Washing Produce With Vinegar
One of the most common household uses is rinsing fruits and vegetables. Research conducted by Susan Sumner at Virginia Tech found that a dilute vinegar wash (one part vinegar to three parts water) removed 98% of bacteria from produce, outperforming plain water rinsing. For firm produce like apples, spraying the solution onto the surface and then rinsing under the tap works well. For leafy greens like lettuce, soaking in the solution is more effective, though it takes a bit more effort.
This won’t sterilize your produce, but a 98% reduction is substantial. It’s a simple, food-safe step that doesn’t leave chemical residues, since the vinegar rinses away with water.
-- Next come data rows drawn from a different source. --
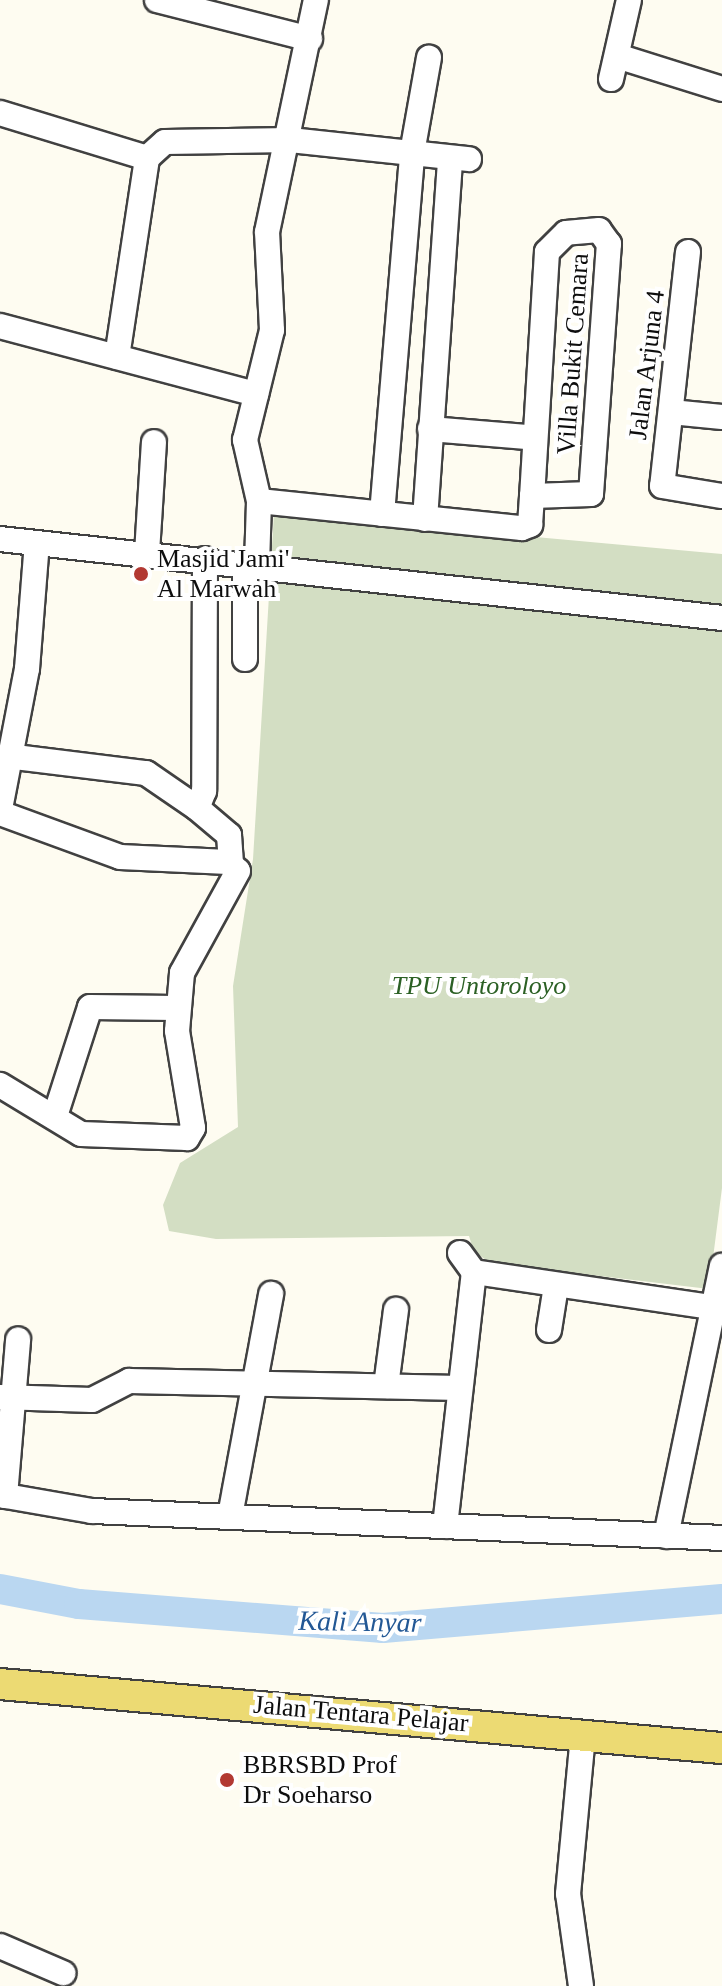 <!DOCTYPE html>
<html>
<head>
<meta charset="utf-8">
<style>
  body { margin:0 }
  #map { position:relative; width:722px; height:1986px; overflow:hidden; background:#fefcf1; font-family:Georgia,serif }
  div>[style] { position:absolute }
  .cemetery>* { inset:0; background:#d3dec3 }
  .river>* { height:30px; margin:-15px; padding:0 15px; transform-origin:15px; border-radius:15px; background:#bad7f1 }
  .roads { filter:drop-shadow(2px 0 #414141) drop-shadow(-2px 0 #414141) drop-shadow(0 2px #414141) drop-shadow(0 -2px #414141) }
  .minor>* { height:24px; margin:-12px; padding:0 12px; transform-origin:12px; border-radius:12px; background:#fff }
  .major>* { height:30px; margin:-15px; padding:0 15px; transform-origin:15px; border-radius:15px; background:#ecda73 }
  .dots>* { width:22px; height:22px; translate:-50% -50%; box-sizing:border-box; border:4px solid #fff; border-radius:50% }
  span { translate:-50% -50%; white-space:nowrap; text-align:center; line-height:1.15; -webkit-text-stroke:8px #fff; paint-order:stroke }
  .street-label { font-size:26px; color:#0e0e0e }
  .poi-label { font-size:26px; color:#0e0e0e }
  .left { translate:0 -50%; text-align:left }
  .park-label { font-size:26px; color:#2b6024; font-style:italic }
  .water-label { font-size:28px; color:#235895; font-style:italic }
</style>
</head>
<body>
<div id="map">
  <div class="cemetery">
    <i style="clip-path:polygon(274px 513px,722px 554px,722px 1188px,709px 1289px,491px 1263px,474px 1252px,469px 1236px,216px 1239px,169px 1231px,163px 1205px,180px 1163px,238px 1127px,233px 986px,253px 859px)"></i>
  </div>
  <div class="river">
    <i style="left:0;top:1589px;width:80px;rotate:10.8deg"></i>
    <i style="left:79px;top:1604px;width:305px;rotate:4.5deg"></i>
    <i style="left:383px;top:1628px;width:340px;rotate:-4.9deg"></i>
  </div>
  <div class="roads">
    <div class="minor">
      <i style="left:157px;top:0;width:158px;rotate:14.3deg"></i>
      <i style="left:617px;top:56px;width:110px;rotate:17.4deg"></i>
      <i style="left:611px;top:79px;width:81px;rotate:-77.2deg"></i>
      <i style="left:0;top:113px;width:154px;rotate:17deg"></i>
      <i style="left:688px;top:252px;width:235px;rotate:96.3deg"></i>
      <i style="left:662px;top:486px;width:61px;rotate:9.5deg"></i>
      <i style="left:0;top:326px;width:265px;rotate:14.9deg"></i>
      <i style="left:117px;top:357px;width:201px;rotate:-81.4deg"></i>
      <i style="left:147px;top:158px;width:24px;rotate:-42deg"></i>
      <i style="left:165px;top:142px;width:125px;rotate:-0.9deg"></i>
      <i style="left:290px;top:140px;width:180px;rotate:6.1deg"></i>
      <i style="left:671px;top:412px;width:51px;rotate:5.6deg"></i>
      <i style="left:430px;top:429px;width:97px;rotate:4.7deg"></i>
      <i style="left:259px;top:501px;width:264px;rotate:5.9deg"></i>
      <i style="left:522px;top:528px;width:9px;rotate:-21deg"></i>
      <i style="left:530px;top:525px;width:29px;rotate:-86deg"></i>
      <i style="left:532px;top:496px;width:59px;rotate:-1.9deg"></i>
      <i style="left:591px;top:494px;width:251px;rotate:-85.9deg"></i>
      <i style="left:609px;top:244px;width:17px;rotate:-126deg"></i>
      <i style="left:599px;top:230px;width:33px;rotate:175deg"></i>
      <i style="left:566px;top:233px;width:27px;rotate:135deg"></i>
      <i style="left:547px;top:252px;width:244px;rotate:93.5deg"></i>
      <i style="left:382px;top:514px;width:362px;rotate:-85.2deg"></i>
      <i style="left:412px;top:153px;width:97px;rotate:-79.9deg"></i>
      <i style="left:425px;top:519px;width:362px;rotate:-86deg"></i>
      <i style="left:0;top:539px;width:726px;rotate:6.24deg"></i>
      <i style="left:147px;top:553px;width:111px;rotate:-86.4deg"></i>
      <i style="left:205px;top:559px;width:232px;rotate:90.2deg"></i>
      <i style="left:204px;top:791px;width:18px;rotate:112deg"></i>
      <i style="left:197px;top:808px;width:42px;rotate:40.2deg"></i>
      <i style="left:229px;top:835px;width:28px;rotate:86deg"></i>
      <i style="left:257px;top:565px;width:64px;rotate:-88.2deg"></i>
      <i style="left:259px;top:501px;width:63px;rotate:-102.9deg"></i>
      <i style="left:245px;top:440px;width:113px;rotate:-76.2deg"></i>
      <i style="left:272px;top:330px;width:98px;rotate:-92.9deg"></i>
      <i style="left:267px;top:232px;width:237px;rotate:-78.1deg"></i>
      <i style="left:245px;top:659px;width:96px;rotate:-90deg"></i>
      <i style="left:15px;top:757px;width:132px;rotate:7deg"></i>
      <i style="left:146px;top:773px;width:62px;rotate:34.5deg"></i>
      <i style="left:0;top:809px;width:143px;rotate:-79.1deg"></i>
      <i style="left:27px;top:669px;width:126px;rotate:-85.5deg"></i>
      <i style="left:0;top:813px;width:128px;rotate:20.1deg"></i>
      <i style="left:120px;top:857px;width:108px;rotate:2.7deg"></i>
      <i style="left:228px;top:862px;width:13px;rotate:42deg"></i>
      <i style="left:238px;top:871px;width:116px;rotate:118.8deg"></i>
      <i style="left:182px;top:973px;width:58px;rotate:94.9deg"></i>
      <i style="left:177px;top:1031px;width:98px;rotate:80.6deg"></i>
      <i style="left:193px;top:1128px;width:12px;rotate:121deg"></i>
      <i style="left:187px;top:1138px;width:106px;rotate:-177.8deg"></i>
      <i style="left:81px;top:1134px;width:95px;rotate:-148.8deg"></i>
      <i style="left:56px;top:1113px;width:111px;rotate:-72.2deg"></i>
      <i style="left:90px;top:1007px;width:86px;rotate:0.7deg"></i>
      <i style="left:460px;top:1253px;width:24px;rotate:54deg"></i>
      <i style="left:474px;top:1272px;width:247px;rotate:8.4deg"></i>
      <i style="left:549px;top:1330px;width:45px;rotate:-81deg"></i>
      <i style="left:386px;top:1386px;width:77px;rotate:-82.5deg"></i>
      <i style="left:0;top:1397px;width:92px;rotate:1.9deg"></i>
      <i style="left:92px;top:1400px;width:42px;rotate:-27.2deg"></i>
      <i style="left:129px;top:1381px;width:331px;rotate:1.2deg"></i>
      <i style="left:0;top:1495px;width:93px;rotate:9.9deg"></i>
      <i style="left:92px;top:1511px;width:631px;rotate:2.45deg"></i>
      <i style="left:5px;top:1496px;width:157px;rotate:-85.2deg"></i>
      <i style="left:230px;top:1516px;width:226px;rotate:-79.5deg"></i>
      <i style="left:445px;top:1526px;width:256px;rotate:-83.5deg"></i>
      <i style="left:666px;top:1536px;width:276px;rotate:-78.3deg"></i>
      <i style="left:0;top:1946px;width:69px;rotate:23.2deg"></i>
      <i style="left:581px;top:1986px;width:93px;rotate:-98deg"></i>
      <i style="left:568px;top:1894px;width:160px;rotate:-84.6deg"></i>
    </div>
    <div class="major">
      <i style="left:0;top:1684px;width:725px;rotate:5.07deg"></i>
    </div>
  </div>
  <div class="dots">
    <i style="left:141px;top:574px;background:#b23933"></i>
    <i style="left:227px;top:1780px;background:#b23933"></i>
  </div>
  <div class="street-label">
    <span style="left:573px;top:354px;rotate:-86deg">Villa Bukit Cemara</span>
    <span style="left:647px;top:365px;rotate:-83deg">Jalan Arjuna 4</span>
    <span style="left:361px;top:1714px;rotate:5deg">Jalan Tentara Pelajar</span>
  </div>
  <div class="poi-label">
    <span class="left" style="left:157px;top:574px">Masjid Jami'<br>Al Marwah</span>
    <span class="left" style="left:243px;top:1780px">BBRSBD Prof<br>Dr Soeharso</span>
  </div>
  <div class="park-label">
    <span style="left:479px;top:986px">TPU Untoroloyo</span>
  </div>
  <div class="water-label">
    <span style="left:360px;top:1622px;rotate:1deg">Kali Anyar</span>
  </div>
</div>
</body>
</html>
How It Compares to Commercial Disinfectants
Acetic acid is not a registered EPA disinfectant for general household use in the way that bleach or quaternary ammonium products are. It does have limited emergency authorization from the USDA for use against specific animal disease viruses like African swine fever and foot-and-mouth disease on hard, nonporous surfaces. But you won’t find it on the EPA’s standard List N or List G alongside commercial disinfectant products.
The practical tradeoff is time. Bleach and similar commercial disinfectants kill bacteria faster and at lower concentrations. Acetic acid requires longer contact times and, for some tougher organisms, higher concentrations. It is also less effective against bacterial spores than some industrial disinfectants. On the other hand, acetic acid is inexpensive, widely available, low in toxicity, and doesn’t produce harmful byproducts. For routine kitchen cleaning, produce washing, and situations where chemical safety is a priority, it fills a useful niche. For high-stakes disinfection in healthcare or food processing, commercial products remain the standard choice.